The capitalist system has its own ‘logic’.  It validates and legalises the profit margin as a given.  It deprives you of much, and to the point that you might dream of a hefty profit margin yourself so that you can make life within such a milieu more palatable.  It basically turns everyone into devils and devil-wannabes to make life within hell less of a scorching experience.  And then, with the corporations out there raking in the wealth of humanity by the mountain loads, and tossing a few molehill-sized portions to the needy, they are portrayed as great and good entities.  That is when they are going to turn around and tell you to do your part. 

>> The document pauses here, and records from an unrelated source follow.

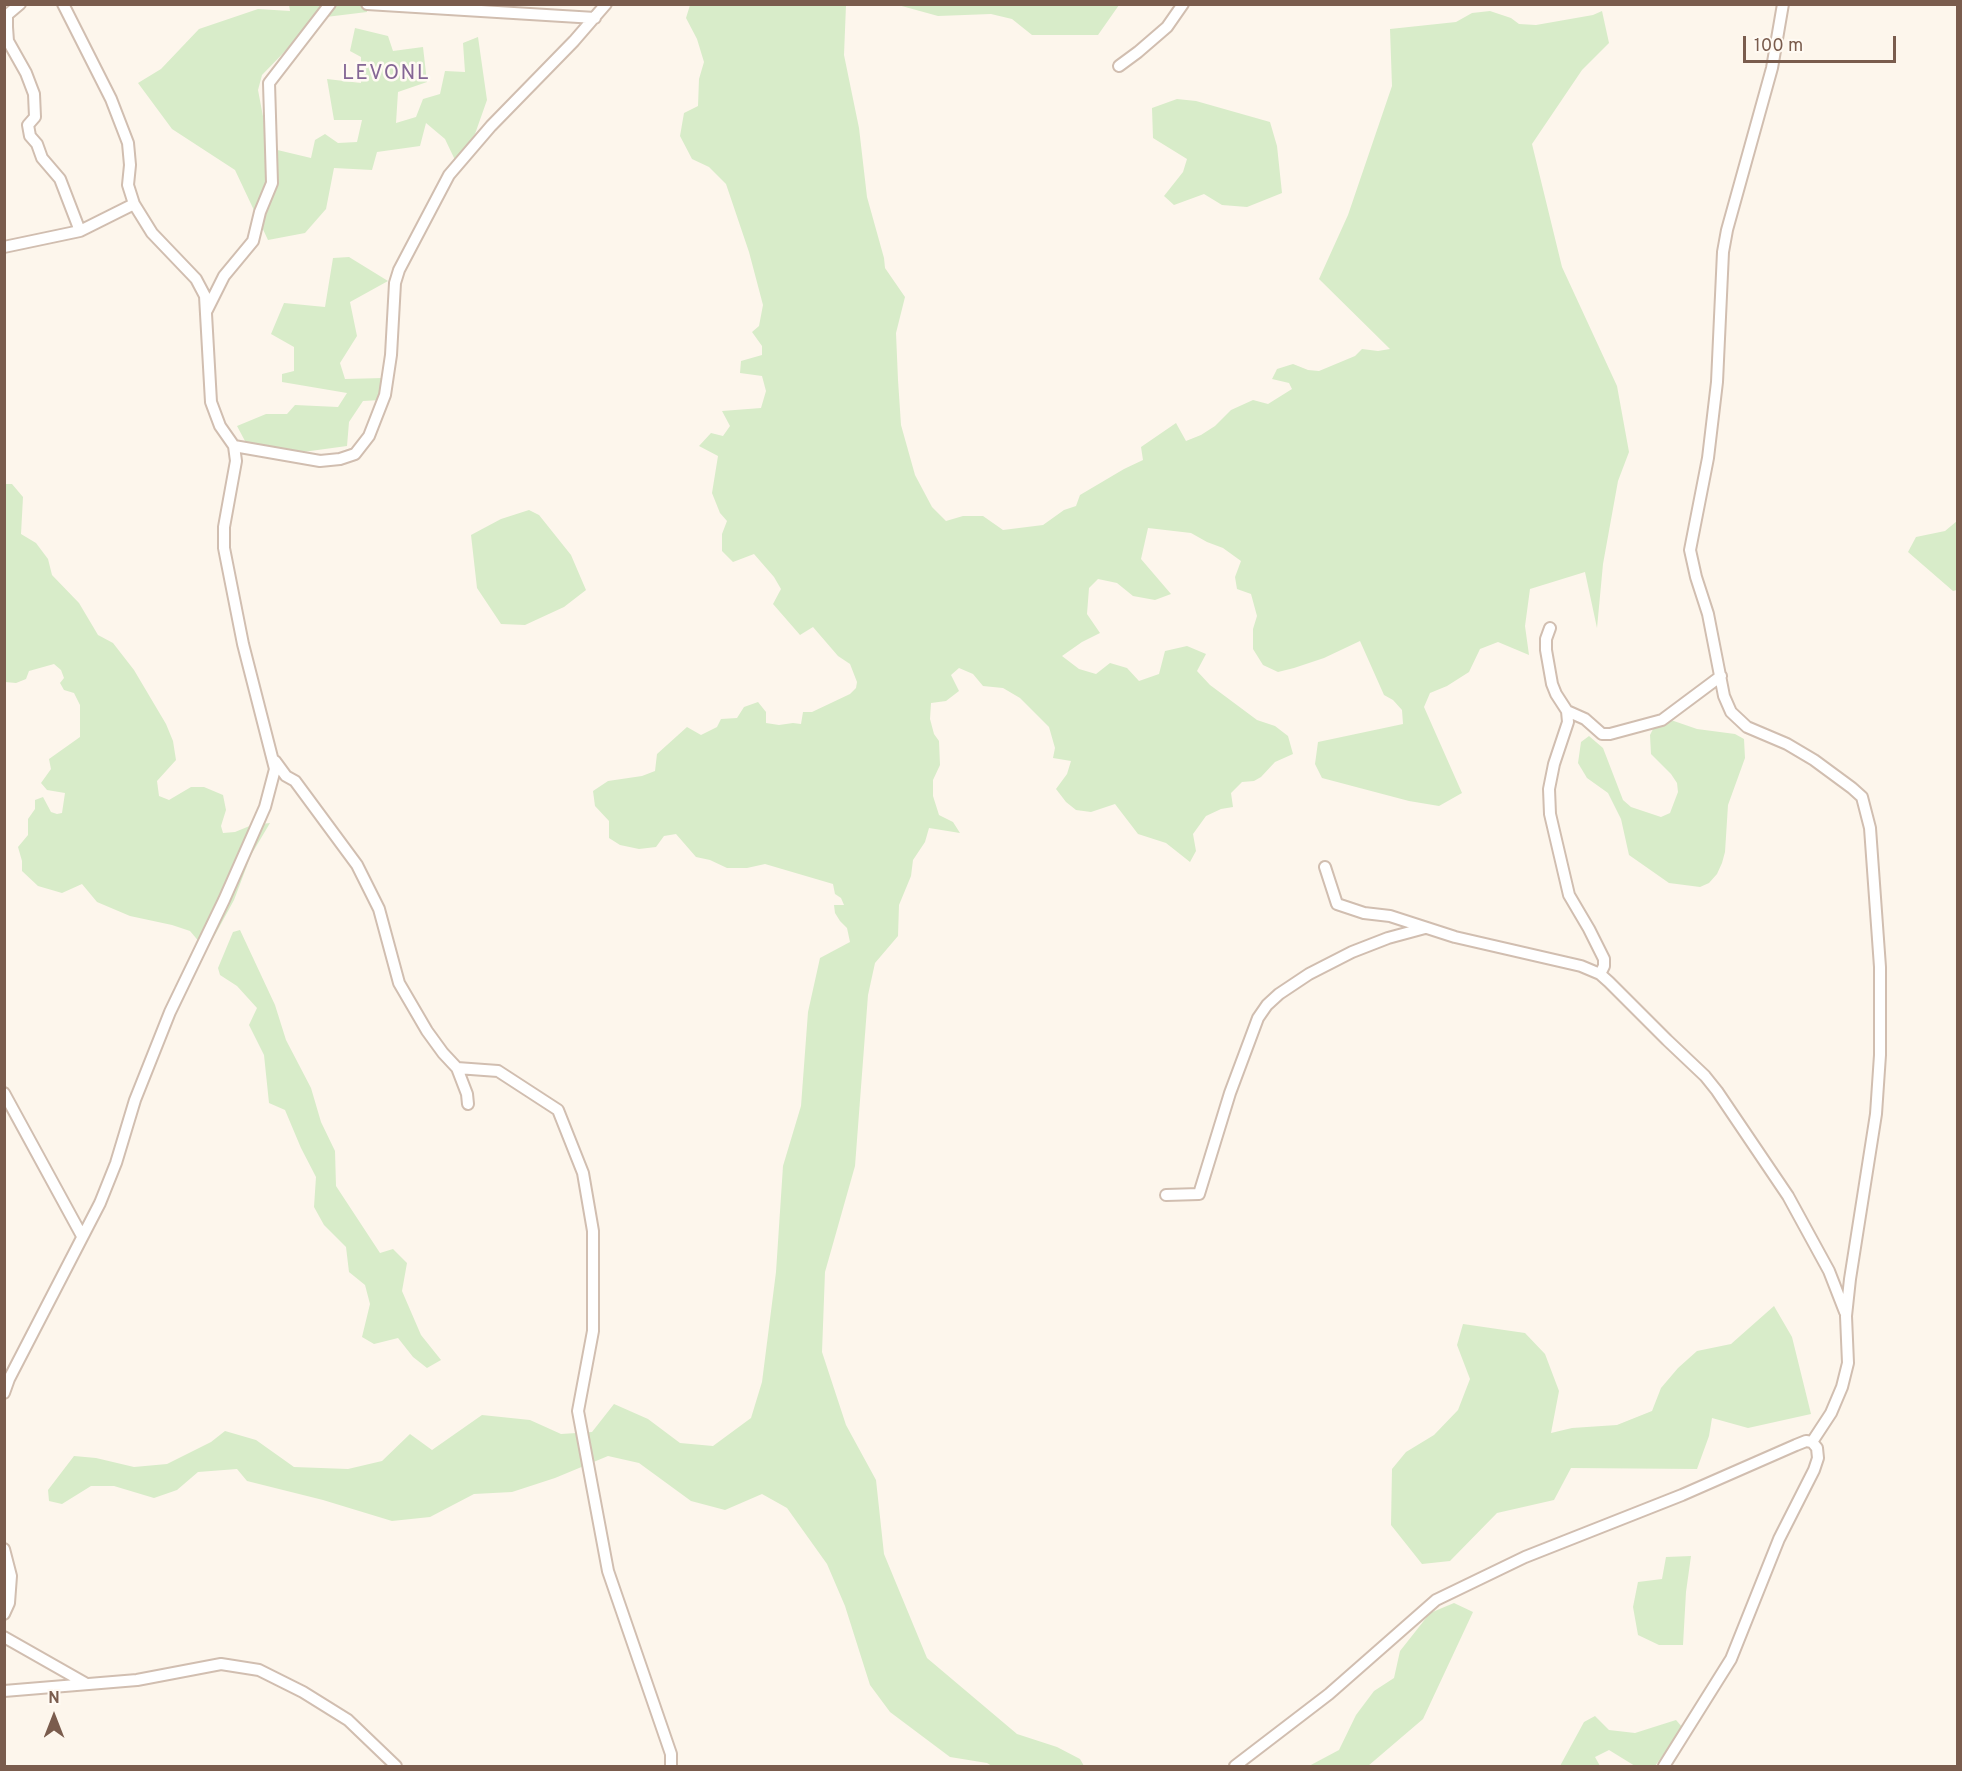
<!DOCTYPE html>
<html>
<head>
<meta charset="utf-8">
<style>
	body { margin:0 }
	#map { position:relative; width:1962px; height:1771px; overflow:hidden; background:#fdf6ec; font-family:Overpass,sans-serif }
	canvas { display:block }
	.frame { position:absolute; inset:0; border:6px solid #7a5c4d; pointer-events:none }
	.north { position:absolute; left:24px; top:1687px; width:60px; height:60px; -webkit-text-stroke:4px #fffaf3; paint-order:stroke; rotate:0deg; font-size:16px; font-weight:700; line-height:24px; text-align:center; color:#7a5c4d }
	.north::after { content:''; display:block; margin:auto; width:21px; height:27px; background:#7a5c4d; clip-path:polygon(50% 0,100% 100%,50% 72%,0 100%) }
	.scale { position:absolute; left:1743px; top:36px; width:153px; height:27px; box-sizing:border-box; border:3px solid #7a5c4d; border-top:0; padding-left:8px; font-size:18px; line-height:21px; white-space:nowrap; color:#7a5c4d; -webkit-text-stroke:4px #fffaf3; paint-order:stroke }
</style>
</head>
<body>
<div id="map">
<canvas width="1962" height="1771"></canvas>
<div class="frame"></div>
<div class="north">N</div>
<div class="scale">100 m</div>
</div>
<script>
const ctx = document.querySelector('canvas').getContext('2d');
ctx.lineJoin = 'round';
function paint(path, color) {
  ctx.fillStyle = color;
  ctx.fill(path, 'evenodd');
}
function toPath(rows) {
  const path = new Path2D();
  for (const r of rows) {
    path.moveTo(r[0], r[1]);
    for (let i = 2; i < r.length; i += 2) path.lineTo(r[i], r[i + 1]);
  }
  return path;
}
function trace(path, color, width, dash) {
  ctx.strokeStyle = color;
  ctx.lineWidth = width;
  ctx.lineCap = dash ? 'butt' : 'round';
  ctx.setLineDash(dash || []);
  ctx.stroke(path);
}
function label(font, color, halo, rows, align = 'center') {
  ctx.font = font + ' Overpass,sans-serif';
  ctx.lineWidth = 5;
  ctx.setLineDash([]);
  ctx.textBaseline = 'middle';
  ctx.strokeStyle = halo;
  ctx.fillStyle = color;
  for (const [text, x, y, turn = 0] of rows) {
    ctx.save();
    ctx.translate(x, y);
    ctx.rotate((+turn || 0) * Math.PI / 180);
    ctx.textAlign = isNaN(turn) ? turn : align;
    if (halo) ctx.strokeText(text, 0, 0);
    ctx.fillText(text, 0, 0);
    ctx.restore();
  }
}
const green = toPath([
	[289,5,367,5,367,12,326,17,294,42,262,75,258,90,269,148,311,158,315,140,325,134,338,143,357,142,362,120,334,120,327,79,361,83,361,57,350,51,355,28,388,36,393,51,423,47,427,82,398,92,396,123,416,117,423,99,440,94,445,71,465,72,463,43,478,37,487,100,475,134,455,160,445,139,426,123,420,146,377,152,372,170,334,168,326,209,305,233,268,240,235,170,172,129,138,83,161,69,199,29,258,9,290,11],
	[690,5,846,5,844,55,859,128,867,197,884,258,885,268,905,297,896,333,898,380,901,425,915,475,932,507,946,521,963,516,983,516,1003,530,1043,525,1064,510,1076,506,1080,495,1124,469,1143,460,1141,447,1176,423,1186,441,1201,435,1215,426,1231,410,1253,400,1268,404,1292,389,1289,383,1272,379,1277,369,1293,364,1308,370,1319,371,1355,356,1362,349,1378,351,1390,349,1319,279,1348,215,1392,86,1390,29,1456,22,1472,13,1490,11,1511,18,1519,24,1536,25,1593,15,1602,11,1609,43,1582,70,1532,144,1562,267,1617,386,1629,452,1618,481,1603,564,1597,628,1585,572,1530,589,1525,626,1529,655,1498,642,1480,649,1469,672,1447,686,1430,693,1424,707,1462,793,1439,806,1409,801,1322,778,1315,764,1318,742,1403,724,1402,710,1393,700,1384,695,1360,641,1324,658,1294,668,1278,672,1263,665,1253,649,1253,629,1257,616,1251,594,1237,589,1235,577,1241,561,1223,548,1207,542,1191,533,1148,528,1141,559,1171,594,1155,600,1133,596,1117,583,1098,579,1089,588,1087,614,1100,633,1082,642,1062,656,1079,669,1096,674,1110,663,1127,668,1139,681,1159,674,1165,651,1187,646,1206,654,1197,671,1210,685,1257,720,1275,726,1288,736,1293,754,1275,762,1261,777,1254,781,1242,782,1231,793,1233,807,1221,809,1206,816,1193,834,1196,851,1190,862,1166,843,1138,834,1115,804,1091,812,1076,810,1066,802,1056,789,1067,774,1071,761,1053,758,1055,748,1049,727,1020,698,1003,688,983,686,973,674,959,668,951,675,959,691,946,701,931,703,930,719,934,734,939,741,940,765,933,780,933,796,939,815,953,822,960,833,929,828,925,842,913,860,911,876,899,905,898,936,875,963,868,995,855,1166,825,1272,822,1352,846,1425,876,1480,884,1554,927,1658,1017,1734,1057,1747,1080,1759,1084,1766,992,1766,987,1763,950,1757,890,1712,870,1685,845,1606,827,1564,787,1508,762,1494,725,1510,691,1501,639,1463,608,1456,555,1478,512,1492,474,1494,430,1517,392,1521,323,1500,247,1481,237,1469,198,1472,177,1490,154,1498,114,1486,91,1486,62,1504,49,1501,48,1490,74,1456,96,1458,134,1467,167,1464,211,1442,225,1431,256,1440,294,1467,348,1469,382,1461,410,1434,432,1450,482,1415,530,1420,561,1434,592,1432,614,1404,648,1419,680,1443,713,1446,751,1418,762,1382,776,1272,783,1166,801,1106,808,1012,820,958,850,942,847,928,840,921,835,913,834,905,844,905,841,898,835,894,833,884,765,864,747,868,727,868,710,860,696,857,676,834,664,836,656,847,639,849,620,845,609,838,609,821,595,806,593,791,608,781,642,776,655,771,657,754,687,727,701,735,717,727,721,719,737,718,744,707,758,702,766,712,766,723,779,725,793,723,801,724,803,712,812,712,850,694,856,688,857,682,850,664,838,656,813,627,800,635,773,604,781,589,774,577,754,554,733,562,722,551,722,534,727,521,720,513,712,493,718,456,699,446,711,433,723,436,730,426,722,411,761,408,766,391,762,376,740,373,741,361,762,355,762,346,752,332,759,326,763,305,749,252,726,184,709,167,692,159,680,136,684,113,698,106,699,79,704,62,697,39,686,18],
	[898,5,1119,4,1119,5,1098,35,1032,35,1012,19,991,14,938,16],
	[1177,99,1196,101,1270,122,1277,146,1282,193,1247,207,1222,205,1204,194,1174,205,1164,196,1183,172,1187,159,1153,138,1152,108],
	[349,257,388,281,350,302,357,336,340,363,345,379,383,378,381,400,363,401,349,422,347,446,303,452,253,456,237,426,266,414,287,414,295,405,338,407,347,393,282,382,282,374,294,371,294,347,271,334,284,303,325,307,333,258],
	[4,484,12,484,23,497,21,534,36,543,48,559,52,575,79,603,98,635,113,643,134,670,166,724,173,741,176,760,157,781,159,796,169,800,191,787,204,787,223,795,226,810,221,826,223,833,235,832,252,825,270,823,251,855,234,900,209,946,201,944,190,931,172,925,130,916,97,902,82,884,62,893,38,886,22,871,22,861,18,847,28,835,28,819,35,809,35,800,43,797,51,812,57,814,62,813,65,793,47,790,41,783,51,769,49,759,80,737,80,705,74,693,64,690,60,683,64,678,61,670,54,664,29,671,26,679,16,683,5,682],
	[529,510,539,515,571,555,586,590,564,607,525,625,501,624,477,588,471,535,501,519],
	[1957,521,1957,590,1953,591,1908,552,1916,537,1945,531],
	[1668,719,1697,729,1735,734,1744,739,1745,758,1728,805,1725,852,1722,863,1717,874,1709,883,1700,887,1669,883,1629,855,1621,819,1608,793,1587,778,1578,763,1581,742,1589,736,1603,748,1623,800,1631,807,1661,817,1670,813,1678,792,1677,783,1671,774,1651,754,1650,735,1654,727],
	[240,930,275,1005,286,1040,311,1088,321,1122,335,1151,336,1186,380,1253,393,1249,407,1263,402,1291,421,1335,441,1360,427,1368,413,1357,398,1338,374,1344,362,1337,370,1304,365,1285,349,1272,346,1247,324,1225,314,1207,316,1177,301,1148,285,1110,269,1103,264,1055,249,1025,257,1008,237,986,220,975,218,968,233,932],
	[1774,1306,1792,1337,1811,1414,1748,1428,1712,1418,1709,1436,1697,1469,1571,1468,1554,1500,1497,1513,1450,1561,1422,1564,1391,1525,1392,1469,1406,1452,1434,1435,1458,1410,1470,1379,1457,1345,1463,1324,1525,1333,1545,1354,1559,1391,1551,1433,1572,1428,1617,1425,1652,1411,1661,1388,1678,1368,1697,1351,1731,1344],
	[1691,1556,1686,1592,1683,1645,1659,1645,1638,1635,1633,1607,1638,1582,1662,1579,1666,1557],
	[1454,1603,1473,1612,1423,1719,1368,1766,1309,1766,1339,1750,1356,1715,1374,1691,1394,1678,1400,1651,1430,1613],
	[1595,1716,1609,1730,1635,1733,1676,1720,1683,1728,1655,1766,1635,1766,1609,1750,1595,1757,1600,1766,1560,1766,1584,1722]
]);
const minor = toPath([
	[20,4,7,15,7,27,8,41,26,73,34,94,35,117,28,125,30,136,37,144,42,158,60,179,80,231],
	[367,4,595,18],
	[1783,4,1772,68,1727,230,1723,252,1717,382,1708,458,1690,550,1696,577,1708,614,1724,696,1731,712,1747,727,1787,744,1814,760,1852,788,1862,797,1870,828,1880,967,1880,1055,1876,1114,1850,1279,1846,1316,1848,1363,1842,1387,1831,1413,1812,1442],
	[1119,66,1138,52,1167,27,1183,4],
	[4,247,80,231,134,204],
	[207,310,224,276,253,241,260,212,272,183,269,83,330,4],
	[234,446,320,461,340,459,355,454,369,436,385,395,391,355,395,283,399,270,449,175,491,126,574,41,606,4],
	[1550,628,1546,639,1546,650,1552,684,1556,694,1567,711],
	[275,761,286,776,295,781,357,865,379,909,399,983,427,1031,443,1053,457,1068,467,1094,468,1104],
	[1325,867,1337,904,1364,913,1390,916,1455,937,1581,966,1600,974,1609,982,1667,1040,1705,1076,1717,1091,1788,1196,1829,1271,1845,1312],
	[1600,974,1604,966,1604,959,1589,929,1569,895,1550,814,1549,789,1554,764,1568,722,1567,711,1585,719,1602,734,1610,734,1662,720,1721,676],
	[457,1068,498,1071,558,1110,583,1173,593,1231,593,1331,578,1411,608,1571,671,1754,671,1766],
	[4,1093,82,1236],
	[1166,1195,1199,1194,1230,1093,1258,1018,1267,1005,1279,994,1309,974,1352,952,1388,938,1425,928],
	[4,1393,9,1379,100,1203,116,1163,135,1100,170,1012,224,900,265,807,275,769,243,644,224,548,224,527,236,461,234,446,220,426,211,402,205,296,196,279,152,233,134,204,128,185,130,165,128,143,111,99,63,4],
	[4,1549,11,1576,9,1603,4,1614],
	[4,1637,85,1683],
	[4,1691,137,1680,221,1664,259,1670,303,1692,348,1720,396,1766],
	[1235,1766,1329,1694,1436,1600,1525,1557,1682,1495,1796,1445,1806,1441,1812,1442],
	[1664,1766,1731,1659,1779,1539,1814,1470,1818,1458,1817,1448,1812,1442]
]);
const quarterNames = [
	["LEVONL",386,75]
];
paint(green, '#d8ecc9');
trace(minor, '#d1beb0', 14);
trace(minor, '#fff', 10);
ctx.letterSpacing = '1.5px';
label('21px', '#846695', '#fffaf3', quarterNames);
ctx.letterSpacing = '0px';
</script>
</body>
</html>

It is a sick case of attempting to turn ‘wants’ into ‘needs’ by telling people that the consumerist satisfaction of their ‘wants’ will go toward satisfying the ‘needs’ of the grossly impoverished.
That is why that way-overpaid twat and dick, Oprah Winfrey and Bono can head the ‘join red’ campaign  some years ago, asking the people to do the responsible thing in buying ‘red’ branded products because a tiny portion of the profit margin for these products are given to charity.  All this does is to increase the profit margins even further whilst a few more pennies are contributed toward saving the needy.

It is a sick case of attempting to turn ‘wants’ into ‘needs’ by telling people that the consumerist satisfaction of their ‘wants’ will go toward satisfying the ‘needs’ of the grossly impoverished.  I wrote at that time that it would be better to just take the whole sum set aside to buy these ‘red’ products and give it to charity instead of buying the products itself - though that would still leave the problem unresolved as the corporations/celebrities/royalties still exist to ensure that most of the resources are still kept in their pockets.  That is why when any overpaid and overhyped ‘celeb’ or ‘corporations’ start telling me to do my part, i simply tell them to ‘go .... yourself’.

The truth of the matter is, when people start ‘doing their part’ to make the world a better place, whilst taking the corporation/celeb/royalty as the standard of good, the evils we seek to eradicate gets a longer life span.  So long as we think the corporation/celeb/royalty are great people, we aren’t going to demand that they release their profit margins for the sake of the needy.  And that is when thousands of children are going to keep dying daily in various parts of the world because profit margins exceed corporate/celeb/royalty contribution to charity.  So the last thing we should be doing is to take our moral cue from corporations.  As

I have stated every now and then that, ‘being an angel in hell only serves to perpetuate the rule of the devil.’  It’s time to take the devil to task for keeping to her/imself the profit margin which is actually our contribution to charity, the costs of our welfare, and the upbringing of our children.  The last thing we ought to be doing is to hold up the pennies given to charity by corporations/celebs/royalty whilst the rest of our contribution is hoarded in their swiss and offshore bank accounts.